Des sources policières indiquent par ailleurs à La Presse que le bras droit du directeur Delorme, Joe Di Feo, était un proche parent de Coretti.
Le député Bergeron a ressorti hier les révélations de La Presse, l'an dernier dans le dossier BCIA. Un contrat sans appel d'offres du SPVM, l'investissement de fonds publics par des Fonds d'intervention économique régional (FIER), relevant d'Investissement Québec, la délivrance d'un permis de port d'arme pour le patron de l'agence qui était intervenu auprès du ministre Dupuis.

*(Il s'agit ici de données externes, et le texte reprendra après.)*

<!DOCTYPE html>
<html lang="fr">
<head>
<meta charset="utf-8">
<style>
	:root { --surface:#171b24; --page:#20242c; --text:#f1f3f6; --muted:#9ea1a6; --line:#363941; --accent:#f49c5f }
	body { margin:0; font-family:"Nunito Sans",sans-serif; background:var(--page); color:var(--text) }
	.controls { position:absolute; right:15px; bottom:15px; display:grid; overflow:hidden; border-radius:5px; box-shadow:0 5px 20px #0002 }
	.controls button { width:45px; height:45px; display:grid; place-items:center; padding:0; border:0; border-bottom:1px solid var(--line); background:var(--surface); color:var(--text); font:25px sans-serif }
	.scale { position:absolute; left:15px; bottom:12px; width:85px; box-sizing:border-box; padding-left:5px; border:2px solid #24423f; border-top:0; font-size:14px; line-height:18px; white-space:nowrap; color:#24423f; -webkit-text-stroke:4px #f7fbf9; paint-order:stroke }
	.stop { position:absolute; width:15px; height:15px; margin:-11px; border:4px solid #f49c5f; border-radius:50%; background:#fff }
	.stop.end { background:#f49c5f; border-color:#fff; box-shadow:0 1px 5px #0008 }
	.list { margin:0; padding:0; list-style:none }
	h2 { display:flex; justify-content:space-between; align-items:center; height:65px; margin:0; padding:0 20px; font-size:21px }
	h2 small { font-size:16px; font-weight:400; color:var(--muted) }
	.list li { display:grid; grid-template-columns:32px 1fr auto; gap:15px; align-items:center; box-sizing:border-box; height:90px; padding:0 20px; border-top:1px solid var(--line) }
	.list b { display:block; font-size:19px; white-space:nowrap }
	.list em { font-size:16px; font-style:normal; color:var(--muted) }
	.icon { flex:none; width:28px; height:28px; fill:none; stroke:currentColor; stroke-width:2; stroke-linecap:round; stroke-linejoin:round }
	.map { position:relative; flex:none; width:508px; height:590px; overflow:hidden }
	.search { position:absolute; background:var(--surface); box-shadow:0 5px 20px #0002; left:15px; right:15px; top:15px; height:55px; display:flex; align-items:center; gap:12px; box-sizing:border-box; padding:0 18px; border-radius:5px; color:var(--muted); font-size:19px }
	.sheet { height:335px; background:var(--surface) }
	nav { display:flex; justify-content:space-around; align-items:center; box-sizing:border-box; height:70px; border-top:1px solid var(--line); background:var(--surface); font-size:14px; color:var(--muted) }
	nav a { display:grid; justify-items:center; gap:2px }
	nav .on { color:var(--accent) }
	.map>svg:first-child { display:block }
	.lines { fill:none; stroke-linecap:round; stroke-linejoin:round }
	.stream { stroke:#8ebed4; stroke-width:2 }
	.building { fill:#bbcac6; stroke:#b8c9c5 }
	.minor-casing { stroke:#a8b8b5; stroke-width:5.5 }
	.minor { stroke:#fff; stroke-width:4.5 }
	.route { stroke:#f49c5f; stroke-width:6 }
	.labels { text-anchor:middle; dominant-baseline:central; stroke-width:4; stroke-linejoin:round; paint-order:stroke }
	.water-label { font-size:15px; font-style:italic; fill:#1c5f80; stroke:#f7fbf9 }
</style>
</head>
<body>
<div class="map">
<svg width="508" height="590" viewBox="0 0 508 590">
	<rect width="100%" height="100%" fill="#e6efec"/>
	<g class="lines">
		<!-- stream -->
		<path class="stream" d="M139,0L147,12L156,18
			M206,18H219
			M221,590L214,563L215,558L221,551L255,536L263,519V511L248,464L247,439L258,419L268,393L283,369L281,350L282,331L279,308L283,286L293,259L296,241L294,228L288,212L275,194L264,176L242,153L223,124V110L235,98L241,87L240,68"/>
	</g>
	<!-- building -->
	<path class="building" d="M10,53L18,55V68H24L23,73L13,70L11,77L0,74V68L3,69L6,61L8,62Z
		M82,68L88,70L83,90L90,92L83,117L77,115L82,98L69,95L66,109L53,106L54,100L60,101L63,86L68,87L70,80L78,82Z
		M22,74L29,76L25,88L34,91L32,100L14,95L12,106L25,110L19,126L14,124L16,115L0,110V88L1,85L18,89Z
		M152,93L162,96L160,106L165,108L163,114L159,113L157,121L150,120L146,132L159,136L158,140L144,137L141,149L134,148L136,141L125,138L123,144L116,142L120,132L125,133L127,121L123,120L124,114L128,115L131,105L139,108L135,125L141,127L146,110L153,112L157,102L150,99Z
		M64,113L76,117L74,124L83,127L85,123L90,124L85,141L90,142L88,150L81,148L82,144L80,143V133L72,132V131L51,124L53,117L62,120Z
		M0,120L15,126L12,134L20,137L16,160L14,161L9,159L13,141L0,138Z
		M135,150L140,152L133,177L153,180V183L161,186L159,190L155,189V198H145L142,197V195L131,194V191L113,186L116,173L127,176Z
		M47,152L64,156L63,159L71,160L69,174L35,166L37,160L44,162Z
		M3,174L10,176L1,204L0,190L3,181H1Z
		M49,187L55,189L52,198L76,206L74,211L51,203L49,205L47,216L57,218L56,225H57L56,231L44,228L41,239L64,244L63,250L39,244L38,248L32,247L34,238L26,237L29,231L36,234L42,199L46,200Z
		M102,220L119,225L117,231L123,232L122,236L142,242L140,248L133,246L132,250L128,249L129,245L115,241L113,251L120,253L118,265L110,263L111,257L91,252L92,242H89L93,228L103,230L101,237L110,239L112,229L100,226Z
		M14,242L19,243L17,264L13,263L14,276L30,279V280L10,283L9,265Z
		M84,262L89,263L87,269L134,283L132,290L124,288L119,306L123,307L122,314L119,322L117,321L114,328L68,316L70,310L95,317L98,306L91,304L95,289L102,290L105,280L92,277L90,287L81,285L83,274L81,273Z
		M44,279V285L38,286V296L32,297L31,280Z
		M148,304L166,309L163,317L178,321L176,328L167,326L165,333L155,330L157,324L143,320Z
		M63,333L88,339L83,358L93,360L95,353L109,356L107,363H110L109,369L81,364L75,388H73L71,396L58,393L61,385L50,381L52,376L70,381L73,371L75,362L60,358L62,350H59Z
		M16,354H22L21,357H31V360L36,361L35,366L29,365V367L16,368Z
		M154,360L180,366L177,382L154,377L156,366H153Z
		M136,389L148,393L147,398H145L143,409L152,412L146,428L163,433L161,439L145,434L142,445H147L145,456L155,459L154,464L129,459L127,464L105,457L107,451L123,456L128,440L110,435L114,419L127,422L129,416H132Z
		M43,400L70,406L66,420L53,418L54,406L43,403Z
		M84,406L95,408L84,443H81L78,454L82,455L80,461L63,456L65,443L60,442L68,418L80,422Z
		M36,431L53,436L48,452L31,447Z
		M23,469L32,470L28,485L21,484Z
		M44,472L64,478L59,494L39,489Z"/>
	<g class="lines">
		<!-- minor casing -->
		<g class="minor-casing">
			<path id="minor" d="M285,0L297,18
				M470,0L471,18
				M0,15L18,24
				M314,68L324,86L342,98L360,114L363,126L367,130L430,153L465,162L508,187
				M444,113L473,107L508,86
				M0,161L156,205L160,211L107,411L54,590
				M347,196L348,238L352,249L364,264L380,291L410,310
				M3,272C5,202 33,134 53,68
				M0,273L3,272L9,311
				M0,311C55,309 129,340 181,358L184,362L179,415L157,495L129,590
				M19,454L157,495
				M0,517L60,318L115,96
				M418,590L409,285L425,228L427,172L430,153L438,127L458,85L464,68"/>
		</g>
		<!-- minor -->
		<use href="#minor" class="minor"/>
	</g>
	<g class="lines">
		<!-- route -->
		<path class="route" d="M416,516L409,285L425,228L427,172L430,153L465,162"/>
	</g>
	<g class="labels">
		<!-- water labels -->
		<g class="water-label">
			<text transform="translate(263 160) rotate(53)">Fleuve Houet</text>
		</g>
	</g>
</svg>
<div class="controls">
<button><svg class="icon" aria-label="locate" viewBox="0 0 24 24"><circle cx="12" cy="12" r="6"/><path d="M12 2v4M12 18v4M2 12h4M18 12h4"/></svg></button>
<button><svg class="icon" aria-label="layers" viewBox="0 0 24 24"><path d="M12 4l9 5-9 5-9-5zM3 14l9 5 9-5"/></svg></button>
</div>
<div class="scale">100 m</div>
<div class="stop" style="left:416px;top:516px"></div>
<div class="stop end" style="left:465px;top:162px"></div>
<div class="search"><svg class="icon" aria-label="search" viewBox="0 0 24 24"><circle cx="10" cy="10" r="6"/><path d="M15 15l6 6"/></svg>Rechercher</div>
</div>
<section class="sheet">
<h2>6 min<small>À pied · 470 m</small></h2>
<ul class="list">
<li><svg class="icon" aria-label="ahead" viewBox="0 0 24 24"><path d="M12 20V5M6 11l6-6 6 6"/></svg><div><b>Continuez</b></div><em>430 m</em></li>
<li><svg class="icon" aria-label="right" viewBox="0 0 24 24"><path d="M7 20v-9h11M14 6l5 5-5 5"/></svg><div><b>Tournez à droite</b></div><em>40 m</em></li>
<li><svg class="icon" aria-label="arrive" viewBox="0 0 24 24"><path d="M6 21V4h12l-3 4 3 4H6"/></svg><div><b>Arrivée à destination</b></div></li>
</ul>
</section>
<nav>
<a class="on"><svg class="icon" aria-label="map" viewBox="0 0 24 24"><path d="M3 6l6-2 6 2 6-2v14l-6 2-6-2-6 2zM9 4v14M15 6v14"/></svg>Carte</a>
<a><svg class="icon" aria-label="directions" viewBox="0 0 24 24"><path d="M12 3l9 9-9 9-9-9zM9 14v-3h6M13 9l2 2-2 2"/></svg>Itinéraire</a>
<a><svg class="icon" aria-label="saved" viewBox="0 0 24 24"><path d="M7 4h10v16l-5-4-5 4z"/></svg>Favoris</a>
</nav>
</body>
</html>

C'est cette même filière qui avait causé la perte du ministre Tony Tomassi, qui bénéficiait, pour ses notes d'essence, d'une carte de crédit de cette entreprise.
»Renouvellement»
Pour le ministre de la Sécurité publique, Robert Dutil, il s'agissait d'un «renouvellement». M. Delorme «était déjà en poste. Alors, les mesures qui sont prises par le Conseil des ministres, quand il s'agit de la nomination d'un chef de police, c'est de regarder le processus dont la responsabilité première est à la Ville de Montréal et non pas au Conseil des ministres».

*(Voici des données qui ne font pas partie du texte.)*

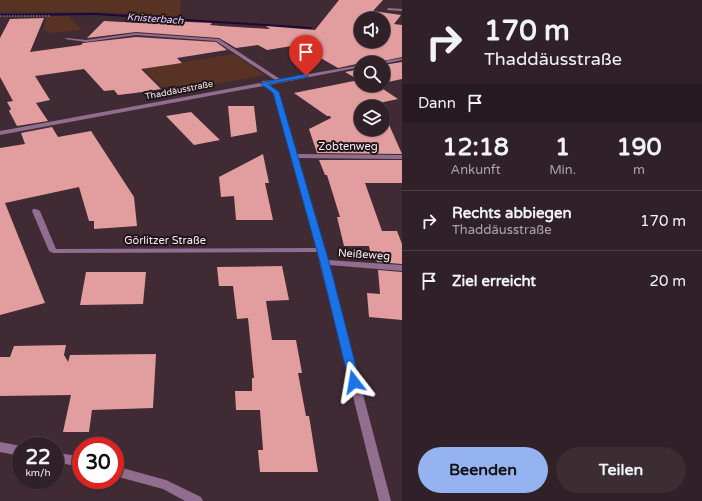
<!DOCTYPE html>
<html lang="de">
<head>
<meta charset="utf-8">
<style>
  body { margin:0; font-family:"Varela Round",sans-serif; background:#3c2d33; color:#f1f3f6; height:100vh; display:flex; flex-direction:column; font-size:15px; white-space:nowrap }
  * { box-sizing:border-box; margin:0 }
  p { font-size:13px; color:#a8a3a7 }
  .icon { flex:none; width:22px; height:22px; fill:none; stroke:currentColor; stroke-width:2; stroke-linecap:round; stroke-linejoin:round }
  .map { position:relative; flex:1; overflow:hidden }
  .side { display:flex; flex-direction:column; background:#302027; width:300px }
  .side>* { flex:none }
  .banner { background:#302027; color:#f1f3f6; overflow:hidden }
  .buttons { position:absolute; left:354px; top:12px; display:grid; gap:8px }
  .buttons a { display:grid; place-items:center; width:36px; height:36px; border-radius:50%; background:#302027; box-shadow:0 1px 3px #0004,0 0 0 1px #4b3e44; font-size:20px }
  .speed { position:absolute; left:12px; top:437px; display:flex; gap:8px; font-size:20px; font-weight:700; text-align:center }
  .speed>* { display:grid; place-content:center; width:52px; height:52px; border-radius:50%; background:#302027; box-shadow:0 1px 3px #0004,0 0 0 1px #4b3e44; line-height:1 }
  .speed small { font-size:10px; font-weight:400 }
  .speed .limit { border:6px solid #d22; background:#fff; color:#111 }
  .pin { position:absolute; display:grid; place-items:center; width:34px; height:34px; color:#fff; margin:-41px -17px; border-radius:50% 50% 50% 0; rotate:-45deg; box-shadow:0 0 4px #0007 }
  .pin .icon { rotate:45deg }
  .me { position:absolute; width:44px; margin:-22px; rotate:346deg; stroke-linejoin:round; filter:drop-shadow(0 0 3px #0008) }
  .turn { display:flex; align-items:center; gap:14px; height:84px; padding:0 16px; font-size:18px }
  .turn .icon { width:52px; height:52px; stroke-width:2.5 }
  .turn b { display:block; font-size:28px; line-height:34px }
  .then { display:flex; align-items:center; height:38px; padding:0 16px; background:#0003; gap:8px; font-size:15px }
  .eta { display:flex; justify-content:space-evenly; align-items:center; height:68px; text-align:center }
  .eta b { font-size:24px; font-weight:700; line-height:28px }
  .primary-button { display:flex; gap:8px; margin-top:auto; padding:8px 16px }
  .primary-button a { flex:1; height:46px; border-radius:24px; background:#95b2f1; color:#111; font-size:16px; font-weight:700; line-height:46px; text-align:center }
  .primary-button a+a { background:#3c2d33; color:#f1f3f6 }
  ul { padding:0; list-style:none }
  li { display:flex; align-items:center; gap:12px; height:60px; padding:0 16px; border-top:1px solid #4b3e44 }
  li div { flex:1 }
  li b { display:block; font-size:15px }
  li em { font-style:normal }
  main { display:flex; flex:1; min-height:0 }
  .map>svg:first-child { display:block }
  .green { fill:#583223 }
  .lines { fill:none; stroke-linecap:round; stroke-linejoin:round }
  .stream { fill:#1f0834; fill-rule:evenodd }
  .building { fill:#e29d9f; fill-rule:evenodd }
  .path { stroke:#88757d; stroke-width:1.5; stroke-dasharray:1.5 1.5; stroke-linecap:butt }
  .street { fill:#916e8f; fill-rule:evenodd }
  .route { fill:#1a73e8; stroke:#114b97 }
  .labels { text-anchor:middle; stroke-width:4; stroke-linejoin:round; paint-order:stroke }
  .far-street-label { font-size:9px; fill:#fceef3; stroke:#20161a }
  .far-water-label { font-size:10px; font-style:italic; fill:#e2cfff; stroke:#20161a }
  .street-label { font-size:11px; fill:#fceef3; stroke:#20161a }
</style>
</head>
<body>
<main>
<div class="map">
<svg width="402" height="501" viewBox="0 0 402 501">
  <rect width="100%" height="100%" fill="#402b34"/>
  <!-- green -->
  <g class="green">
    <polygon points="0,0 181,0 180,17 99,12 0,12"/>
    <polygon points="47,16 68,16 82,30 49,33 44,28"/>
    <polygon points="234,54 264,75 168,93 143,69"/>
  </g>
  <g class="lines">
    <!-- stream -->
    <polygon class="stream" points="96,13 311,27 313,28 311,29 96,15 0,16 0,14"/>
  </g>
  <!-- building -->
  <g class="building">
    <path d="M339,0H383L373,11L401,15L394,24L402,25V57L374,63H361L338,68L298,45L267,50L258,45L236,48L219,38L136,32L87,38L104,21L141,23L143,20L212,23L210,25L221,26L270,29L266,26L315,30ZM361,19H383V41H361Z"/>
    <polygon points="44,18 30,52 81,45 83,43 136,37 216,42 227,50 177,58 182,63 141,69 161,89 135,93 118,95 114,90 104,91 84,69 35,76 50,100 36,103 48,121 17,126 9,111 11,109 7,102 13,101 0,77 0,38 10,19"/>
    <polygon points="402,62 402,79 383,83 383,65"/>
    <polygon points="361,69 361,85 377,85 398,99 379,103 381,107 361,107 361,129 383,129 383,111 402,154 317,153 309,129 331,118 330,116 327,116 294,93 359,80 345,72"/>
    <polygon points="228,106 254,106 257,132 231,137"/>
    <polygon points="191,112 220,140 194,145 166,116"/>
    <polygon points="52,127 58,137 91,131 134,197 137,226 94,229 94,221 89,221 79,187 5,203 45,303 0,315 0,148 25,144 21,133"/>
    <polygon points="263,154 269,183 265,183 273,220 236,220 234,196 221,197 219,177"/>
    <polygon points="319,160 402,160 402,183 365,183 382,231 397,231 402,244 402,264 377,262 375,252 370,251 369,246 344,246 337,217 340,217 327,175 325,175"/>
    <polygon points="282,266 289,300 266,301 272,340 296,340 302,373 298,373 306,416 309,416 318,472 260,472 258,450 263,450 260,410 236,410 235,391 252,391 252,378 254,378 248,318 237,319 233,286 219,286 217,267"/>
    <polygon points="378,270 402,272 402,320 369,317 367,293 380,294"/>
    <polygon points="86,272 146,272 143,304 80,305"/>
    <polygon points="66,345 64,355 68,362 70,355 156,354 153,408 92,410 89,432 63,432 71,395 0,396 0,357 10,357 14,346"/>
  </g>
  <g class="lines">
    <!-- path -->
    <polyline class="path" points="0,16 50,16"/>
    <!-- street -->
    <g class="street">
      <polygon points="388,8 402,9 402,11 387,10"/>
      <polygon points="136,33 219,39 280,79 361,65 361,67 269,85 279,92 297,154 402,155 402,159 298,158 327,260 402,265 402,271 329,265 391,501 379,501 317,252 53,253 49,251 32,211 33,209 36,209 40,211 56,249 316,248 291,158 290,156 291,155 274,93 263,86 0,135 0,131 260,83 263,81 275,80 216,41 136,35 86,42 65,39 67,38 86,40"/>
      <polygon points="402,58 402,60 383,64 375,63"/>
      <polygon points="0,442 21,446 21,456 0,452"/>
      <polygon points="55,452 81,457 81,467 55,462"/>
      <polygon points="115,466 166,480 201,497 203,501 185,501 163,489 115,476"/>
    </g>
  </g>
  <!-- route -->
  <polygon class="route" points="306,74 308,76 308,77 268,84 279,92 329,262 360,382 359,385 350,385 349,382 320,262 273,93 260,83"/>
  <g class="labels">
    <!-- far-street labels -->
    <g class="far-street-label">
      <text transform="translate(179 90) rotate(-11)" y="3">Thaddäusstraße</text>
    </g>
    <!-- far-water labels -->
    <g class="far-water-label">
      <text transform="translate(155 18) rotate(4)" y="4">Knisterbach</text>
    </g>
    <!-- street labels -->
    <g class="street-label">
      <text x="348" y="150">Zobtenweg</text>
      <text x="165" y="244">Görlitzer Straße</text>
      <text transform="translate(364 254) rotate(4)" y="4">Neißeweg</text>
    </g>
  </g>
</svg>
<div class="buttons">
<a><svg class="icon" aria-label="sound" viewBox="0 0 24 24"><path d="M4 9h4l5-4v14l-5-4H4zM17 9q2 3 0 6"/></svg></a>
<a><svg class="icon" aria-label="search" viewBox="0 0 24 24"><circle cx="10" cy="10" r="6"/><path d="M15 15l6 6"/></svg></a>
<a><svg class="icon" aria-label="layers" viewBox="0 0 24 24"><path d="M12 4l9 5-9 5-9-5zM3 14l9 5 9-5"/></svg></a>
</div>
<div class="speed"><div>22<small>km/h</small></div><div class="limit">30</div></div>
<div class="pin" style="left:306px;top:76px;background:#d93025"><svg class="icon" aria-label="arrive" viewBox="0 0 24 24"><path d="M6 21V4h12l-3 4 3 4H6"/></svg></div>
<svg class="me" style="left:354px;top:382px" viewBox="-20 -20 40 40"><path d="M0-17L14 15 0 8-14 15z" fill="#1a73e8" stroke="#fff" stroke-width="4"/></svg>
</div>
<section class="side">
<div class="banner">
<div class="turn"><svg class="icon" aria-label="right" viewBox="0 0 24 24"><path d="M7 20v-9h11M14 6l5 5-5 5"/></svg><div><b>170 m</b>Thaddäusstraße</div></div>
<div class="then">Dann<svg class="icon" aria-label="arrive" viewBox="0 0 24 24"><path d="M6 21V4h12l-3 4 3 4H6"/></svg></div>
</div>
<div class="eta">
<div><b>12:18</b><p>Ankunft</p></div>
<div><b>1</b><p>Min.</p></div>
<div><b>190</b><p>m</p></div>
</div>
<ul>
<li><svg class="icon" aria-label="right" viewBox="0 0 24 24"><path d="M7 20v-9h11M14 6l5 5-5 5"/></svg><div><b>Rechts abbiegen</b><p>Thaddäusstraße</p></div><em>170 m</em></li>
<li><svg class="icon" aria-label="arrive" viewBox="0 0 24 24"><path d="M6 21V4h12l-3 4 3 4H6"/></svg><div><b>Ziel erreicht</b></div><em>20 m</em></li>
</ul>
<div class="primary-button"><a>Beenden</a><a>Teilen</a></div>
</section>
</main>
</body>
</html>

En point de presse, plus tard, le ministre Dutil a souligné ne pas être informé de liens entre l'ex-policier et des «dirigeants du Parti libéral».
«Personne n'est à l'abri des enquêtes. Il n'y a aucune intervention politique qui est faite. Si la police découvre des choses, elle ne tiendra aucunement compte de quelque relation que ce soit. Tous les citoyens sont égaux», a-t-il insisté.
Il explique pourquoi il n'a pas prévenu Gérald Tremblay qu'il avait demandé l'intervention de l'unité anticorruption. «Je pense que c'était inapproprié de le faire.»
«C'est rare qu'un ministre décide de déclencher une enquête particulière. Quand il le fait, il ne doit pas subir d'influence externe d'aucune façon ni en apparence. Donc j'ai décidé qu'il n'était pas approprié d'appeler pour éviter qu'on pense qu'il puisse y avoir en apparence des liens. Le gouvernement a pris sa décision. «
«Je respecte beaucoup M. Tremblay. On a siégé ensemble. J'ai été cinq ans avec lui. C'est une personne que je respecte beaucoup. Maintenant, je suis ministre de la Sécurité publique, il y a un problème, et on avise», a laissé tomber M. Dutil.